Por si no bastase, la devaluación de las previsiones se extiende también a la inversión empresarial, que en los próximos cinco años crecerá en torno a un 12 por ciento, significativamente por debajo del 19 por ciento de la estimación más reciente.

Pagará si hay acuerdo en 2019

De ahí que la euforia evidenciada ayer por May tenga escaso alcance, puesto que los frentes en los que batalla van más allá de las instituciones comunitarias: su verdadero rival está en casa, con una economía que podría convertir el Brexit en una catástrofe y un Partido Conservador fracturado irremediablemente en materia de Europa. Gran parte de las concesiones admitidas este viernes, aunque están por concretar, serán de difícil digestión para el núcleo duro anti-UE. Si bien cómo y cuándo se efectuarán los pagos está por ver, llevará años, por lo que resulta factible que la cifra final por el divorcio supere los 45.000 millones anticipados ayer desde el Número 10. Así, Reino Unido asume que sólo pagará si se ha logrado un acuerdo amplio para marzo de 2019 y si hay un amplio consenso en materia de transición, pero la UE no vincula la suma a período de implementación alguno. Es más, si Londres quiere que este vaya más allá de 2020, cuando acaba el actual período presupuestario de la UE, deberá pagar más, un píldora complicada para quienes exigían detener las remesas económicas a Bruselas.

A May, con todo, no le ha quedado más remedio que aceptarlo, porque ha comprendido que afronta una negociación. Sus iniciales líneas rojas han quedado desdibujadas en todos los frentes, no sólo en la factura, sino en materia de ciudadanía, ya que el Tribunal de Justicia Europeo seguirá jugando un papel para los derechos de los comunitarios. De hecho, las pautas ayer marcadas apuntan a un Brexit blando, dado el enrocamiento de la controvertida cuestión del linde con Irlanda.

El deseo de evitar una "frontera dura" y la necesidad de aplacar a los unionistas norirlandeses llevaron el debate político a una diatriba semántica. Así, la "convergencia regulatoria" que había envalentonado al DUP ha dado paso ahora a la apuesta por un "alineamiento reglamentario", una fórmula lo suficientemente ambigua, de momento, para satisfacer a las partes y permitir que el Consejo de la UE de la próxima semana certifique el avance a la segunda fase.
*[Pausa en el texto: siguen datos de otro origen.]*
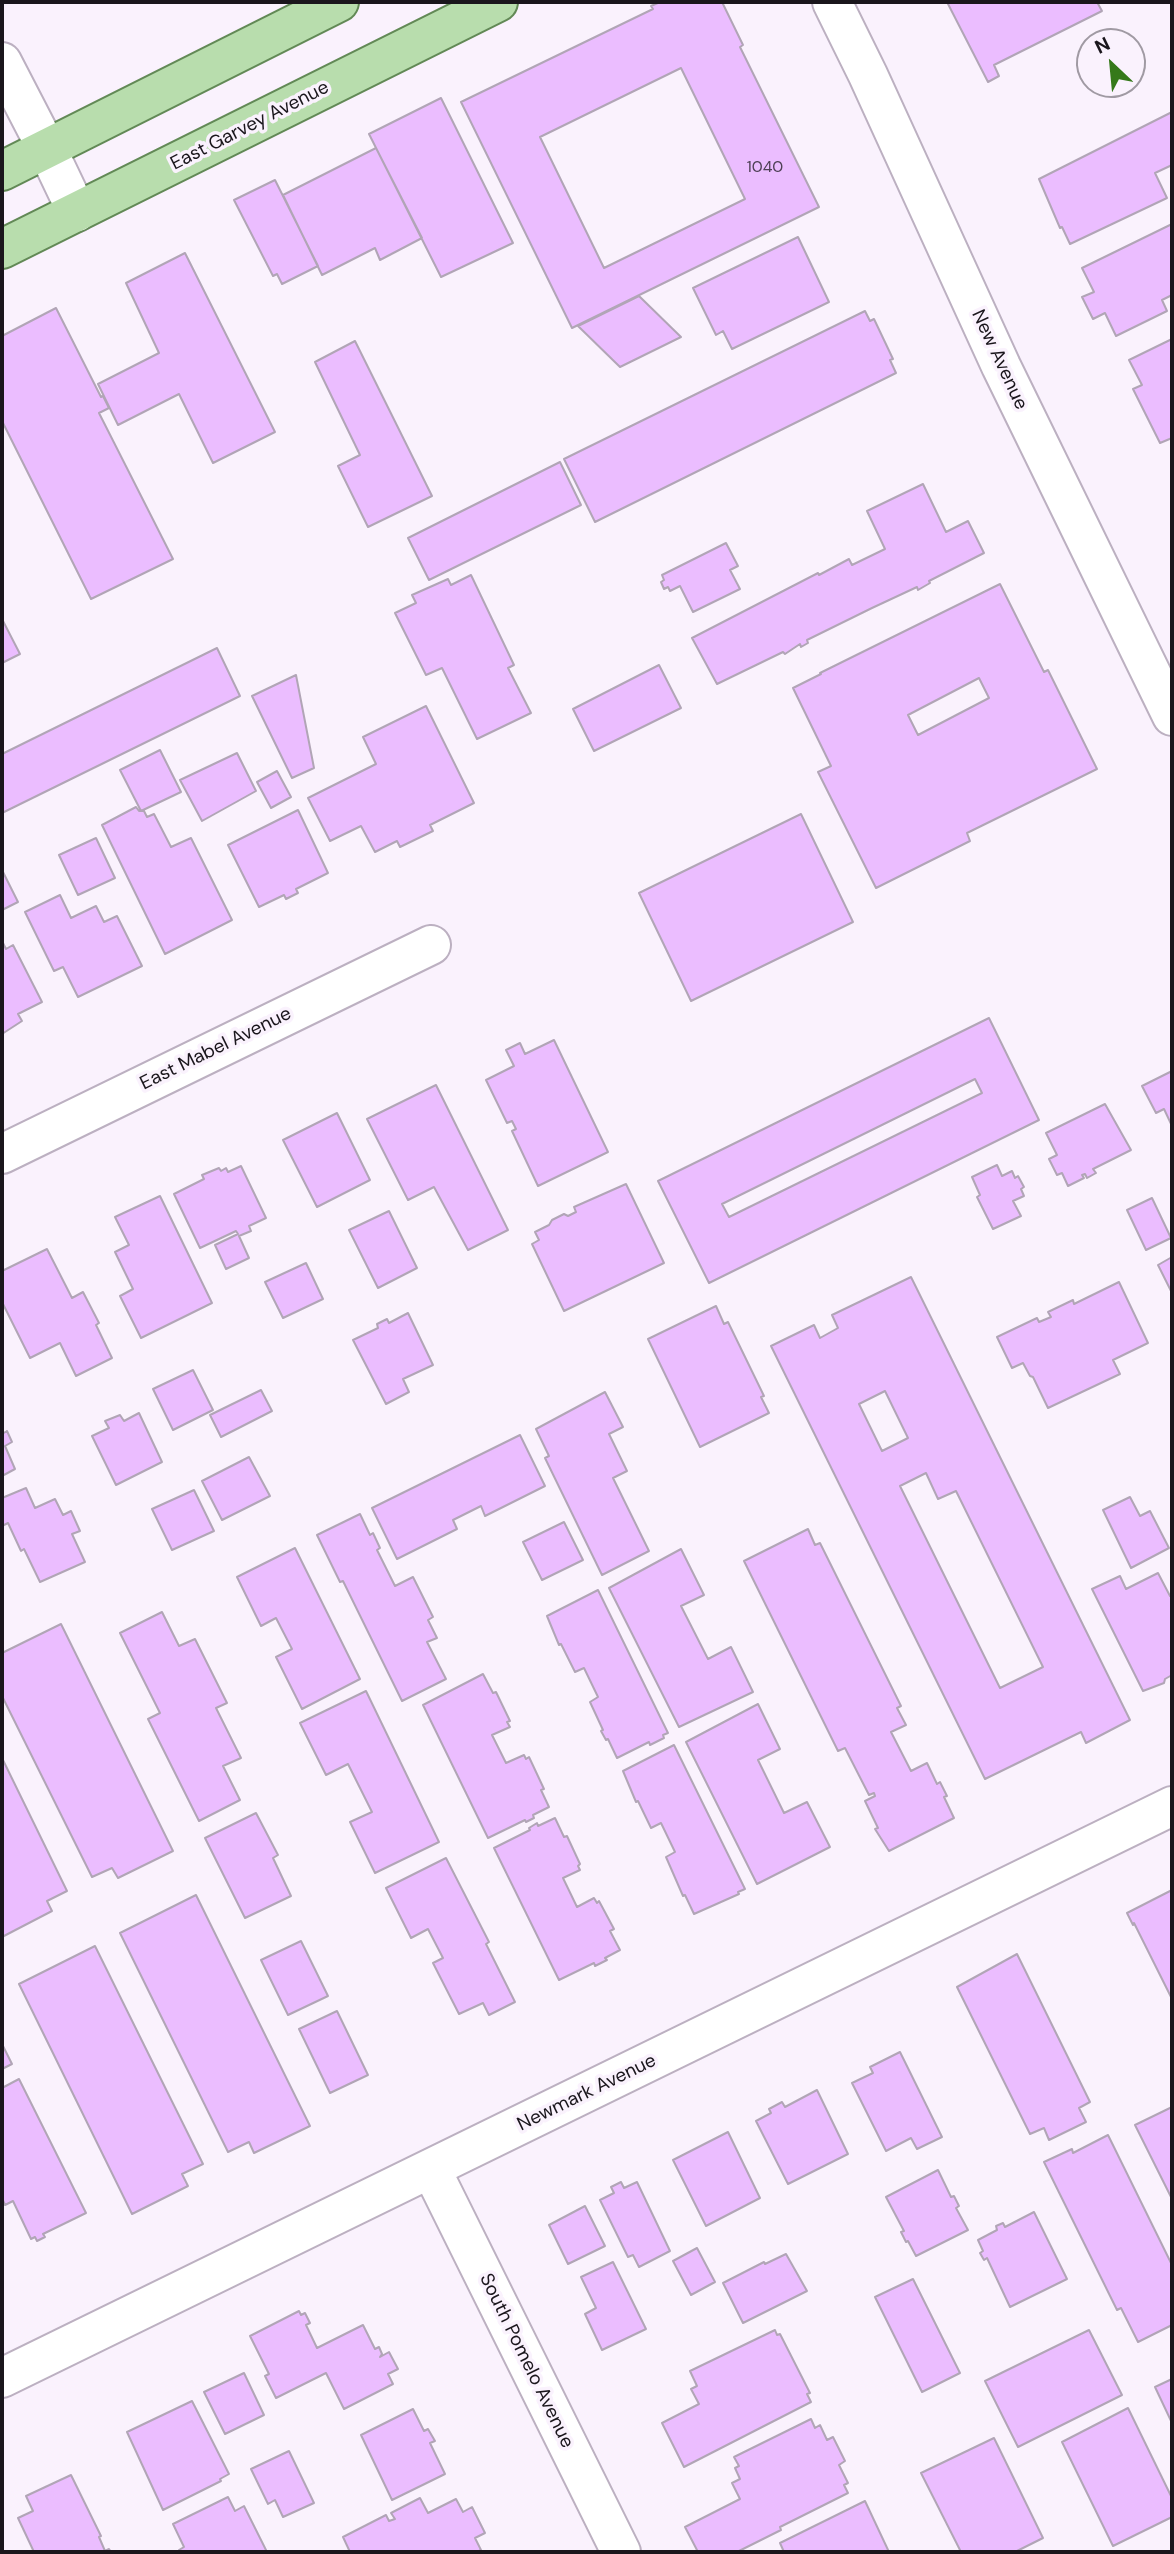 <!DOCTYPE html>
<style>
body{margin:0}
#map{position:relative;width:1174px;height:2554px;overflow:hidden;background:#faf2fd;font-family:"DM Sans",sans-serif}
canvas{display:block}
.frame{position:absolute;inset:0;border:4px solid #1a161c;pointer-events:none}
.north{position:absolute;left:1076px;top:28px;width:70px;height:70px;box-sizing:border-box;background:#faf2fd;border:2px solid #a09aa3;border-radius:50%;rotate:334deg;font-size:19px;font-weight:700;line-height:28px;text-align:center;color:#1a161c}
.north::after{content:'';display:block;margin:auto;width:24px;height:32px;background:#35791a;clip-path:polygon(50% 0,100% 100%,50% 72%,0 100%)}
</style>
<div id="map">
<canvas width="1174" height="2554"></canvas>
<div class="frame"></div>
<div class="north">N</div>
</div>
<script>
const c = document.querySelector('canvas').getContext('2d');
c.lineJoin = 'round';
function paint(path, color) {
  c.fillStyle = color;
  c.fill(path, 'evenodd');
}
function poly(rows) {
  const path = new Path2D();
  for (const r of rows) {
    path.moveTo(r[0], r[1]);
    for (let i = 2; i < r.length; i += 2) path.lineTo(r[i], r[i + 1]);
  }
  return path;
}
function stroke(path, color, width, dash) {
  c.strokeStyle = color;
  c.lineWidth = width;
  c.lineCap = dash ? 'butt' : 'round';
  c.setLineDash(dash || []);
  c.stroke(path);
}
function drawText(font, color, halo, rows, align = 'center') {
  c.font = font + ' "DM Sans",sans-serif';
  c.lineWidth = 7;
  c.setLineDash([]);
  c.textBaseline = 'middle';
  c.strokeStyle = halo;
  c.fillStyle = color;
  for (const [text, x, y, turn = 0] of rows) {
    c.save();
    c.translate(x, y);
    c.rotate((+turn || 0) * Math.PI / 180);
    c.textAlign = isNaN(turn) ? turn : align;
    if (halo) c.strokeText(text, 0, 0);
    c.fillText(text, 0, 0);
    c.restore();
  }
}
const building = poly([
 [660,2,722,2,743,45,740,47,819,207,572,328,461,102,653,9,651,6,660,2],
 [681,68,745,199,604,268,540,137,681,68],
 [947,2,1097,2,1102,11,994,65,999,76,988,82,947,2],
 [441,98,513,243,441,277,369,134,441,98],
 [1172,112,1172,165,1155,173,1167,198,1070,244,1062,227,1060,228,1039,179,1172,112],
 [376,148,422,238,380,260,375,248,322,275,283,195,376,148],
 [275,180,318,266,282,284,277,274,273,276,234,200,275,180],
 [1172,224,1172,295,1162,300,1167,311,1116,336,1105,313,1093,319,1082,297,1094,292,1082,268,1172,224],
 [798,237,829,302,732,349,723,331,716,335,693,288,798,237],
 [185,253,275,432,213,463,179,394,118,425,98,384,159,353,126,283,185,253],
 [639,296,681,337,620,367,578,326,639,296],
 [56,308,101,397,103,396,109,408,99,413,173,559,91,599,2,421,2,336,56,308],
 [865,311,870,321,874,319,893,359,890,360,896,373,595,522,564,459,865,311],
 [1172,339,1172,438,1160,443,1133,389,1142,385,1129,360,1172,339],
 [355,341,432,496,368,527,338,466,360,455,315,362,355,341],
 [560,462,581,505,429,580,408,538,560,462],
 [923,484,946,532,968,521,984,553,929,581,930,583,918,590,917,587,872,608,807,640,808,643,801,647,800,644,785,654,783,652,717,684,692,638,818,573,819,575,849,559,852,565,885,549,867,511,923,484],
 [726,543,738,566,730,570,740,589,693,612,680,586,670,591,668,587,664,589,661,582,664,580,662,575,726,543],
 [471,575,514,665,508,668,531,713,477,739,442,668,426,675,395,613,416,603,412,595,448,579,451,585,471,575],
 [1000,584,1044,672,1048,670,1097,769,967,833,970,841,876,888,818,772,831,766,793,688,821,674,820,673,1000,584],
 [979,678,989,698,918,735,908,715,979,678],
 [2,619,20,654,2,663,2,619],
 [217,648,240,696,2,813,2,754,217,648],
 [659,665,681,708,594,751,573,709,659,665],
 [296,675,314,768,292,778,252,696,296,675],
 [426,706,474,803,430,825,433,831,400,847,397,841,375,852,361,826,330,841,308,798,376,764,363,737,426,706],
 [160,750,181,792,141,811,120,770,160,750],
 [237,753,256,791,202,821,180,780,237,753],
 [277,771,291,797,271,808,257,782,277,771],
 [136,807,139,811,144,811,147,817,154,814,171,847,191,838,232,920,165,954,102,825,136,807],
 [298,810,328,873,296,889,298,893,286,899,284,895,259,907,228,845,298,810],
 [801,814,853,922,691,1001,639,893,801,814],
 [96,838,115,878,78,895,59,855,96,838],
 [2,870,18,902,2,910,2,870],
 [60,895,71,918,96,906,104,922,117,916,142,966,78,997,63,967,54,971,25,912,60,895],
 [2,941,6,949,13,945,42,1002,18,1014,22,1021,2,1034,2,941],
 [989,1018,1039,1120,709,1283,658,1181,989,1018],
 [975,1079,982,1093,729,1217,722,1204,975,1079],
 [554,1040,608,1152,538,1186,512,1131,516,1129,512,1121,507,1123,486,1080,514,1066,506,1050,520,1043,525,1054,554,1040],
 [1172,1071,1172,1126,1164,1109,1156,1113,1142,1086,1172,1071],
 [436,1085,508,1230,468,1250,434,1187,408,1200,367,1119,436,1085],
 [1105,1104,1131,1150,1093,1169,1096,1173,1087,1178,1085,1174,1082,1175,1084,1178,1068,1186,1062,1173,1057,1175,1049,1159,1057,1155,1046,1133,1105,1104],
 [337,1113,370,1180,317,1207,283,1140,337,1113],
 [997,1165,1002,1176,1012,1171,1015,1178,1018,1176,1024,1187,1021,1189,1024,1196,1013,1201,1021,1216,993,1229,977,1197,980,1195,972,1177,997,1165],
 [241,1166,266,1218,249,1226,251,1231,239,1236,249,1258,226,1269,215,1245,238,1234,236,1231,200,1248,174,1194,204,1179,202,1175,219,1168,221,1171,226,1168,228,1172,241,1166],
 [626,1184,664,1263,564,1311,532,1244,539,1240,535,1232,549,1225,552,1220,564,1214,568,1216,576,1212,574,1207,626,1184],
 [160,1196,212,1303,141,1338,120,1296,133,1289,115,1252,129,1245,115,1217,160,1196],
 [1152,1198,1171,1238,1146,1250,1127,1210,1152,1198],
 [389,1211,417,1268,378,1288,349,1230,389,1211],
 [47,1249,72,1298,83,1292,99,1323,96,1325,112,1358,76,1376,60,1343,30,1358,2,1302,2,1271,47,1249],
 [1172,1257,1172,1293,1158,1265,1172,1257],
 [306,1263,323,1299,283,1318,265,1282,306,1263],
 [911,1277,1130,1720,1086,1743,1081,1732,985,1779,771,1346,814,1325,820,1338,838,1328,832,1315,911,1277],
 [885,1391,908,1438,882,1451,859,1404,885,1391],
 [926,1473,938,1499,956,1491,1043,1667,1000,1688,900,1486,926,1473],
 [1119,1282,1148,1343,1113,1360,1120,1374,1048,1408,1033,1377,1030,1376,1023,1363,1012,1368,997,1337,1037,1318,1039,1322,1051,1317,1048,1312,1073,1300,1074,1304,1119,1282],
 [716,1306,724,1324,728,1322,764,1396,761,1397,769,1413,700,1447,648,1339,716,1306],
 [408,1313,433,1365,403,1379,409,1392,386,1404,353,1340,378,1328,377,1324,387,1319,389,1323,408,1313],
 [193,1370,213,1410,173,1430,153,1389,193,1370],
 [261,1390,272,1411,221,1437,210,1415,261,1390],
 [605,1392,623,1427,609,1434,627,1471,613,1478,649,1551,602,1575,545,1458,549,1456,536,1429,605,1392],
 [139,1413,162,1462,116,1485,92,1436,109,1428,105,1421,120,1415,124,1421,139,1413],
 [7,1431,12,1442,5,1446,15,1469,2,1476,2,1434,7,1431],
 [520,1435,545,1486,485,1516,481,1506,453,1520,457,1529,397,1559,372,1508,520,1435],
 [249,1457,270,1496,222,1520,202,1481,249,1457],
 [26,1488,35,1508,55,1499,63,1515,71,1511,80,1531,72,1534,85,1562,40,1582,24,1549,21,1551,8,1523,2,1526,2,1498,26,1488],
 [194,1490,214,1531,172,1550,152,1509,194,1490],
 [1130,1497,1140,1516,1150,1511,1169,1548,1131,1568,1103,1510,1130,1497],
 [360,1514,370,1535,373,1533,380,1548,377,1550,395,1586,413,1577,433,1617,428,1620,437,1638,427,1642,446,1679,402,1701,343,1581,340,1582,317,1535,360,1514],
 [564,1522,583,1560,542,1580,523,1542,564,1522],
 [808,1529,815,1545,820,1543,901,1706,897,1708,906,1725,891,1732,911,1771,927,1763,937,1784,940,1782,947,1796,944,1797,954,1818,889,1851,875,1829,878,1828,865,1801,875,1796,874,1793,869,1795,845,1748,838,1751,744,1561,808,1529],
 [295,1548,360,1679,302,1709,276,1657,292,1649,276,1618,261,1626,237,1577,295,1548],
 [681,1549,704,1595,681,1606,708,1659,731,1647,753,1692,679,1727,609,1588,681,1549],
 [1158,1573,1170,1596,1172,1595,1172,1675,1165,1679,1164,1683,1143,1691,1092,1589,1120,1576,1126,1589,1158,1573],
 [598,1590,668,1733,663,1735,664,1738,650,1745,649,1742,617,1758,608,1739,606,1740,601,1731,603,1730,590,1702,598,1697,584,1668,575,1672,561,1644,559,1645,547,1616,598,1590],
 [162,1612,179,1646,195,1639,227,1703,216,1708,241,1758,223,1766,240,1800,199,1821,148,1719,160,1713,120,1633,162,1612],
 [61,1624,173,1851,118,1878,112,1868,92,1877,2,1696,2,1653,61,1624],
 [483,1674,493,1693,496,1692,510,1721,507,1722,510,1727,492,1735,506,1763,524,1755,526,1759,529,1757,544,1789,541,1790,549,1807,533,1815,534,1818,526,1822,525,1820,488,1838,423,1705,483,1674],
 [366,1691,439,1842,375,1873,350,1822,372,1812,348,1764,326,1775,300,1723,366,1691],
 [758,1704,780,1749,758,1760,784,1813,807,1802,830,1847,757,1884,686,1742,758,1704],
 [674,1745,745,1889,738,1892,739,1894,694,1914,685,1895,683,1896,666,1857,675,1852,661,1823,651,1828,638,1801,636,1802,623,1771,674,1745],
 [2,1758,67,1891,47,1901,52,1911,2,1937,2,1758],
 [256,1813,278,1855,273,1858,291,1896,245,1918,205,1838,256,1813],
 [555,1818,564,1837,567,1836,580,1864,578,1866,580,1870,563,1878,577,1907,594,1898,597,1903,599,1901,614,1929,610,1931,620,1950,605,1958,607,1960,595,1966,594,1963,559,1980,494,1848,530,1830,529,1828,537,1823,538,1826,555,1818],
 [446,1858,489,1942,486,1944,515,2002,489,2015,483,2003,459,2014,433,1963,443,1958,428,1929,411,1938,386,1888,446,1858],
 [1172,1890,1172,1999,1134,1923,1133,1925,1127,1913,1172,1890],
 [196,1895,310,2126,254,2153,249,2142,228,2152,120,1933,196,1895],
 [301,1941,328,1996,288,2015,261,1960,301,1941],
 [95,1946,203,2164,182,2174,188,2186,132,2214,19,1984,95,1946],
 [1017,1954,1090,2102,1079,2108,1086,2122,1049,2140,1044,2128,1030,2134,957,1987,1017,1954],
 [337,2011,368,2075,330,2093,299,2029,337,2011],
 [2,2044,12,2064,2,2069,2,2044],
 [900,2052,942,2137,917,2149,911,2138,886,2151,852,2083,873,2073,870,2067,900,2052],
 [19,2079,86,2213,43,2234,45,2237,37,2241,35,2237,31,2239,13,2201,5,2205,2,2198,2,2088,19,2079],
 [817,2090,848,2154,788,2184,756,2121,771,2113,769,2109,782,2102,785,2107,817,2090],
 [1172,2107,1172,2199,1135,2125,1172,2107],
 [728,2132,760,2198,706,2226,673,2160,728,2132],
 [1108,2135,1172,2265,1172,2325,1138,2342,1121,2308,1117,2310,1044,2162,1072,2149,1073,2153,1108,2135],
 [938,2170,951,2197,954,2196,959,2206,956,2208,968,2230,916,2256,908,2241,906,2242,901,2232,904,2231,886,2197,938,2170],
 [621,2182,624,2188,637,2182,670,2251,639,2267,633,2255,628,2257,600,2200,614,2193,611,2187,621,2182],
 [585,2206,605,2246,568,2264,549,2225,585,2206],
 [1034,2212,1067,2279,1010,2307,987,2258,984,2260,980,2253,983,2251,978,2240,997,2230,996,2226,1003,2223,1005,2227,1034,2212],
 [697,2248,715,2282,691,2295,673,2261,697,2248],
 [786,2254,807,2291,743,2323,723,2283,764,2262,765,2264,786,2254],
 [613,2262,646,2329,602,2350,585,2314,596,2308,581,2277,613,2262],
 [913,2279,960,2373,922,2392,875,2297,913,2279],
 [299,2311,301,2315,305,2313,310,2323,306,2325,317,2348,363,2325,375,2349,379,2347,382,2354,380,2357,389,2352,398,2369,388,2374,393,2384,344,2409,326,2373,276,2398,265,2376,269,2374,250,2336,299,2311],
 [775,2330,777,2335,780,2334,810,2393,807,2394,811,2402,684,2467,662,2423,699,2404,691,2389,697,2386,690,2371,775,2330],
 [1089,2330,1122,2395,1018,2447,985,2381,1089,2330],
 [244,2373,264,2415,225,2434,204,2392,244,2373],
 [1172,2379,1172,2423,1155,2387,1172,2379],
 [192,2401,229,2474,220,2479,221,2481,163,2510,127,2432,192,2401],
 [1128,2408,1172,2498,1172,2517,1113,2546,1062,2442,1128,2408],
 [413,2409,424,2431,428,2429,435,2441,430,2443,445,2474,392,2500,361,2435,413,2409],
 [811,2419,815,2428,820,2425,827,2440,833,2437,845,2461,839,2465,848,2483,844,2485,848,2493,780,2527,781,2530,737,2552,698,2552,685,2527,740,2499,732,2483,740,2479,735,2468,739,2466,734,2457,811,2419],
 [994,2438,1043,2538,1015,2552,961,2552,921,2473,994,2438],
 [289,2451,314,2503,283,2517,275,2500,268,2504,251,2469,289,2451],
 [71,2475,101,2536,99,2537,105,2551,109,2549,111,2552,34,2552,18,2518,33,2511,26,2496,71,2475],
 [228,2497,235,2511,244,2506,267,2552,180,2552,179,2550,184,2547,173,2524,228,2497],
 [420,2498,428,2513,456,2499,463,2512,472,2507,485,2533,475,2538,481,2550,477,2552,350,2552,343,2537,386,2515,389,2521,395,2519,391,2513,420,2498],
 [865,2501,889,2552,784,2552,780,2543,865,2501]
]);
const minor = poly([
 [2,62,47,149,77,212],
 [2,1154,431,945],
 [431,2169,621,2552]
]);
const tertiary = poly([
 [832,2,868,75,1001,366,1172,716],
 [2,2378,1172,1806]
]);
const primary = poly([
 [2,171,339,2],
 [2,249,498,2]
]);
const numberNames = [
 ["1040",765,168]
];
const streetNames = [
 ["East Garvey Avenue",250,126,-27],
 ["New Avenue",999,360,65],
 ["East Mabel Avenue",216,1049,-26],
 ["Newmark Avenue",587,2093,-26],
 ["South Pomelo Avenue",526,2361,64]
];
paint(building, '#ebbdff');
stroke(building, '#b1a5b6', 2);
stroke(minor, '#bcb0c1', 42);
stroke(tertiary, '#bcb0c1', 42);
stroke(primary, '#628956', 42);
stroke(minor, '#fff', 38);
stroke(tertiary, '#fff', 38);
stroke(primary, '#b8ddad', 38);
drawText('16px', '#4e4055', null, numberNames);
drawText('19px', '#1a161c', '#faf2fd', streetNames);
</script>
El problema es que las aspiraciones en materia comercial de cada protagonista parecen excluyentes, ya que si Irlanda no quiere diferencias con el Ulster, en la provincia rechazan divergencias con el resto del territorio británico y Reino Unido, por su parte, quiere evitar tener que someterse a la normativa comunitaria. De ahí que la gesta de ayer, aunque importante para la supervivencia de May, abra paso a un desafío que, como ayer mismo se encargó de recordar Donald Tusk, es el verdaderamente difícil.